Tue Jul 25 04:20:20 PDT 2023

igor.kirillov added inline comments.

================
Comment at: llvm/lib/Target/AArch64/AArch64TargetTransformInfo.cpp:3789
+  // insufficient computation between comparisons can slow down the code.
+  return NumInsns >= SVETailFoldInsnThreshold * NumComparisons;
 }
----------------
david-arm wrote:
> At first glance this feels a little brutal - doubling (or even tripling!) the threshold when there is an extra compare in the loop. Also, I would have thought that after adding one or two more compares we should really hit a plateau for the threshold because at the point the volume of compares is more likely to be the bottleneck after filling up all the pipelines?
> 
> @igor.kirillov What loops have you tested this on and have you established what the minimum thresholds required to prevent tail-folding are?
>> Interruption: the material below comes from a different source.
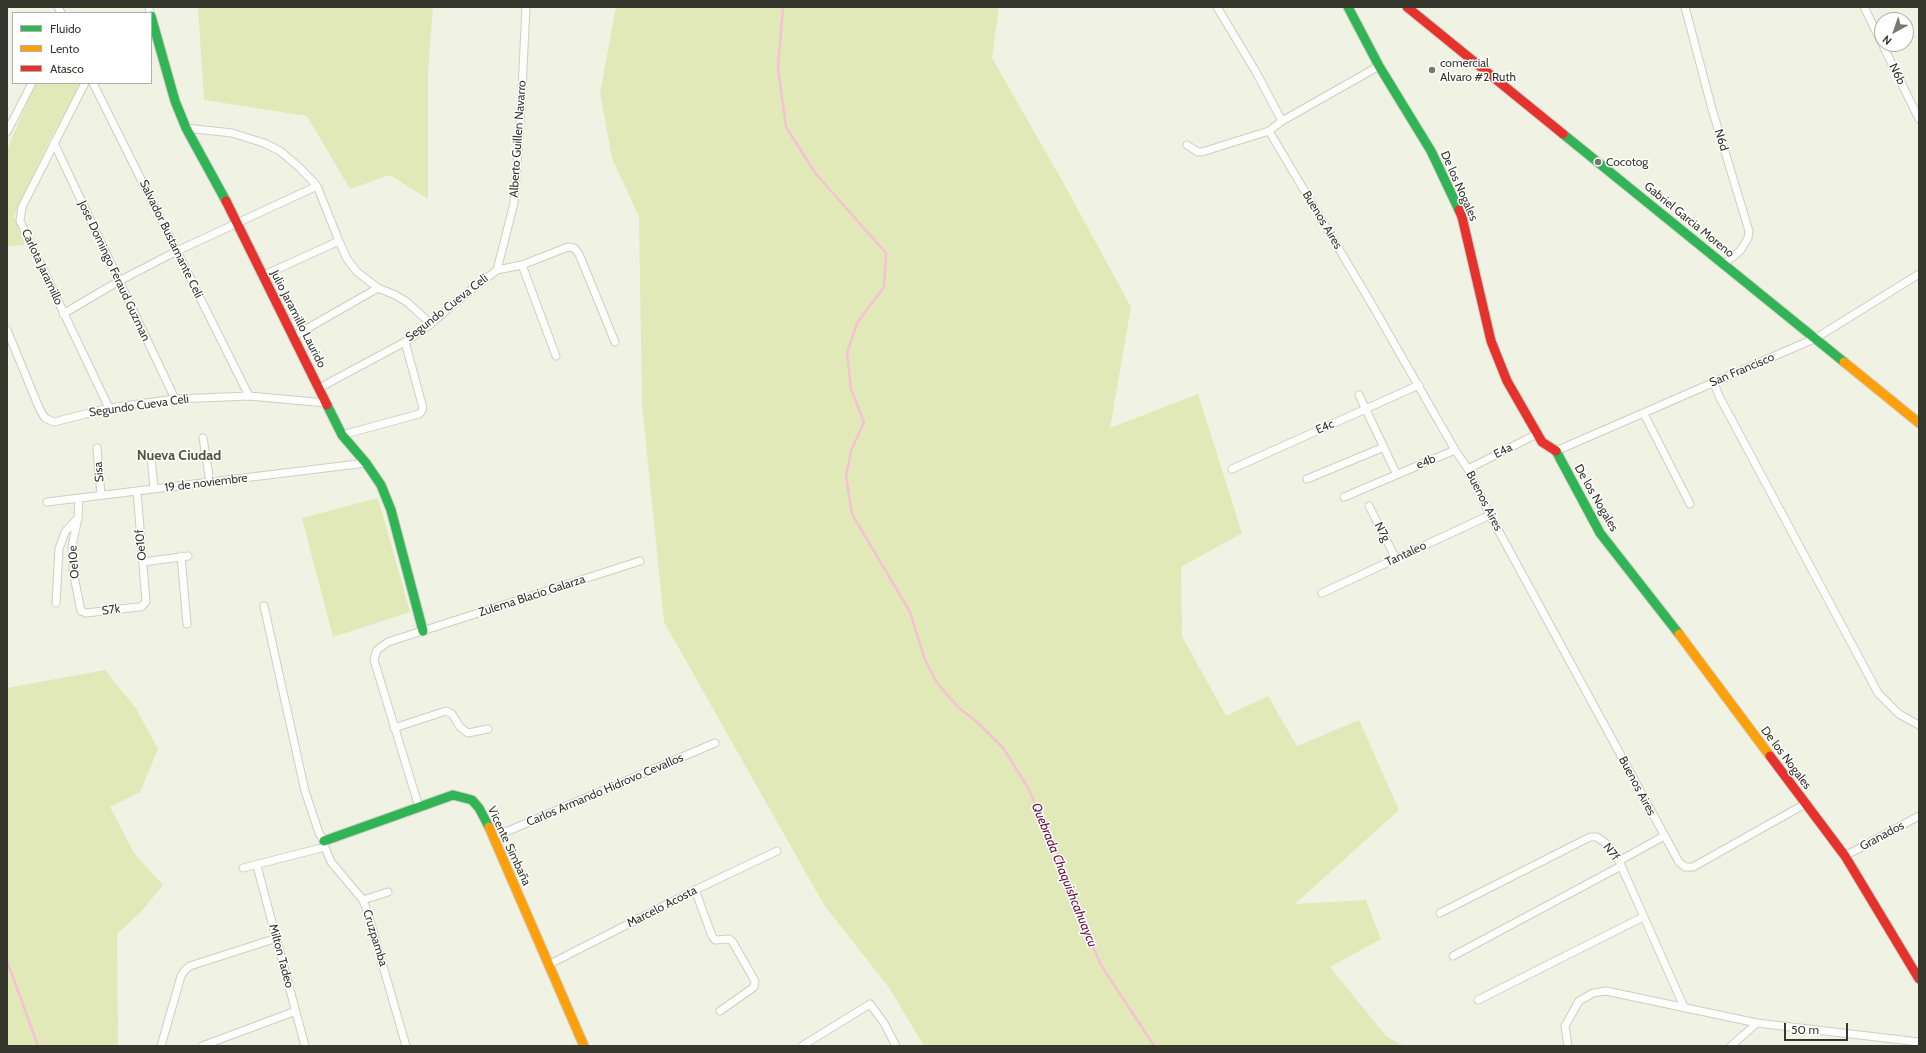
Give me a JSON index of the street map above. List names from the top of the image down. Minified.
{"streets":{"street":["N6b","Alberto Guillen Navarro","N6d","De los Nogales","Buenos Aires","Gabriel Garcia Moreno","Salvador Bustamante Celi","Carlota Jaramillo","Jose Domingo Feraud Guzman","Segundo Cueva Celi","Julio Jaramillo Laurido","San Francisco","E4c","E4a","e4b","Sisa","19 de noviembre","N7g","Oe10f","Tantaleo","Oe10e","Zulema Blacio Galarza","S7k","Carlos Armando Hidrovo Cevallos","Granados","Vicente Simbaña","N7f","Marcelo Acosta","Cruzpamba","Milton Tadeo"]},"crossings":[["Alberto Guillen Navarro","Segundo Cueva Celi"],["N6d","Gabriel Garcia Moreno"],["De los Nogales","Buenos Aires"],["De los Nogales","San Francisco"],["De los Nogales","E4a"],["De los Nogales","Granados"],["Buenos Aires","E4c"],["Buenos Aires","E4a"],["Buenos Aires","e4b"],["Buenos Aires","Tantaleo"],["Gabriel Garcia Moreno","San Francisco"],["Salvador Bustamante Celi","Segundo Cueva Celi"],["Carlota Jaramillo","Jose Domingo Feraud Guzman"],["Carlota Jaramillo","Segundo Cueva Celi"],["Jose Domingo Feraud Guzman","Segundo Cueva Celi"],["Segundo Cueva Celi","Julio Jaramillo Laurido"],["Julio Jaramillo Laurido","19 de noviembre"],["Julio Jaramillo Laurido","Zulema Blacio Galarza"],["Sisa","19 de noviembre"],["19 de noviembre","Oe10f"],["19 de noviembre","Oe10e"],["N7g","Tantaleo"],["Oe10f","S7k"],["Oe10e","S7k"],["Carlos Armando Hidrovo Cevallos","Vicente Simbaña"],["Vicente Simbaña","Marcelo Acosta"],["Vicente Simbaña","Cruzpamba"],["Vicente Simbaña","Milton Tadeo"]],"districts":["Nueva Ciudad"],"water":["Quebrada Chaquishcahuaycu"],"places":["comercial Alvaro #2 Ruth","Cocotog"],"legend":["Fluido","Lento","Atasco"],"scale_bar":"50 m","north":"bottom left"}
I just wonder if instead of multiplying the threshold you can actually do something like this:
> 
>   unsigned AdditionalInsns = NumComparisons > 1 ? 5 : 0;
>   return NumInsns >= (SVETailFoldInsnThreshold  + AdditionalInsns );
> 
> If you haven't done so already, then I think it's worth collecting some data on what thresholds are really needed.
Brutal but effective :)
It's hard to make a simple yet precise heuristic. I tried to see how many computational instructions we need after comparison to make this problem disappear, and it is around ten fmul/fadd instructions. If there are memory access instructions among them, we need less.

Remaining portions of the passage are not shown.